No it worked because if you back a currency with land, you back it with something that doesn’t go away, something solid and permanent. But not just that. If you remortgage the land, the occupier has to pay fees to the bank (in this case a government owned development bank) So the money goes round in a full circle at a steady pace. The mortgage payment, because it is to a government agency goes to the Government and it acts like a land tax in its early years. Sure since there was no way by which property could be foreclosed or distributed, it seems rather a strange way of backing money. But so is gold. You back a currency with gold but owners of gold don’t come for the gold and use that as money. But it works. I am not sure of the relationship between the Rentenbank and the treasury but I guess sometime I will find out.

I think this scheme is the nearest there has been in history to a land backed currency. It is as though the government bought the land (though they did buy the improvements too in this case) and then rented it to the farmer. “We will pay for your land as long as you pay us a fee of 5% per annum.”

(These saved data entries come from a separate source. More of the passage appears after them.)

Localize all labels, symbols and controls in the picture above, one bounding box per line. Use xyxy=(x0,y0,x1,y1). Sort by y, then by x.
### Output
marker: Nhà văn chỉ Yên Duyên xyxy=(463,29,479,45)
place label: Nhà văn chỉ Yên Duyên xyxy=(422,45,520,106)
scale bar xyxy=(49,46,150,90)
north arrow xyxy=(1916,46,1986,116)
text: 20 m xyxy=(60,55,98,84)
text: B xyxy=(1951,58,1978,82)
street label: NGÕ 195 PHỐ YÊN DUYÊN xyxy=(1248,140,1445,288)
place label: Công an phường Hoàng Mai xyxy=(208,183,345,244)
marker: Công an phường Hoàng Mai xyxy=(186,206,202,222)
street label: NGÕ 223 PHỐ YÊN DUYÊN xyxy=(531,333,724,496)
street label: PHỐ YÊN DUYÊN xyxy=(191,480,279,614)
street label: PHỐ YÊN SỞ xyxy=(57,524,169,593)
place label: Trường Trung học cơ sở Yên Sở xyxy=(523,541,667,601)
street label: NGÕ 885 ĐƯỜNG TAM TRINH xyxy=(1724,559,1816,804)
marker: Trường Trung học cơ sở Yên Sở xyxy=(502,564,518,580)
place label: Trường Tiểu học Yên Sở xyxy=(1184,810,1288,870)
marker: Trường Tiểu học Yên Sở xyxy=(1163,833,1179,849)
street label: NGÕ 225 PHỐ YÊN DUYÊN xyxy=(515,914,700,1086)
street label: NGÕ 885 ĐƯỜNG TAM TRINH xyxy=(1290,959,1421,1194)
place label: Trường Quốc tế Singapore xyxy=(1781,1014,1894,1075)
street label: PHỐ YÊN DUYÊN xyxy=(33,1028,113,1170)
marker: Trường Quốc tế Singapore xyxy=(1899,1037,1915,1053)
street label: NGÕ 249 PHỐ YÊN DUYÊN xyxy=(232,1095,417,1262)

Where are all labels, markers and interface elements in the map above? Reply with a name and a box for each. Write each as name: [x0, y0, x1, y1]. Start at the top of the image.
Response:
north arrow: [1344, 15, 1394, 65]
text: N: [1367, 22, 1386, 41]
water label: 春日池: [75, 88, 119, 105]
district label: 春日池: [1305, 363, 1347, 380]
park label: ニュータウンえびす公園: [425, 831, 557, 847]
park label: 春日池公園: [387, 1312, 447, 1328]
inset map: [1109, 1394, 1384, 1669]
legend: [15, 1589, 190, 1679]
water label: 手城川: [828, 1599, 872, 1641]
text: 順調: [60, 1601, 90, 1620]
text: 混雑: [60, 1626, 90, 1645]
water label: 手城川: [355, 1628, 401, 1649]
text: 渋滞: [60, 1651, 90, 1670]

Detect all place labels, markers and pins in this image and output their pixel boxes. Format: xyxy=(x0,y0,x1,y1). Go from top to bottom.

So here I am, having realised how utterly critical it is to avoid inflation. I am extremely grateful that during my lifetime there has never been hyperinflation where I live. Thank you central bankers for that. And I realise how critical food is.

But I also believe that the Rentenmark miracle has not yet properly been explained in terms of the theory of money going round an economy. In this case it was created by a public bank and went back to a public bank. Those in the complementary currency movement have always been looking for commodities to back their currency with. Metals are probably better than food products. But what better than having a national currency backed by land? Then those who have the privilege of living on a bit of land can pay their rent to government and the money will go round and there will be no inflation.

Hyperinflation is the hell on earth, food is critical and all food comes from the land. Money is important but food is more important. If money is designed correctly and backed by land, we all benefit.

Incidentally, the rentenmark was never a legal currency, just an emergency one. Another gold backed reichsmark was established in August 1924. The rentenmark continued to be used until 1948.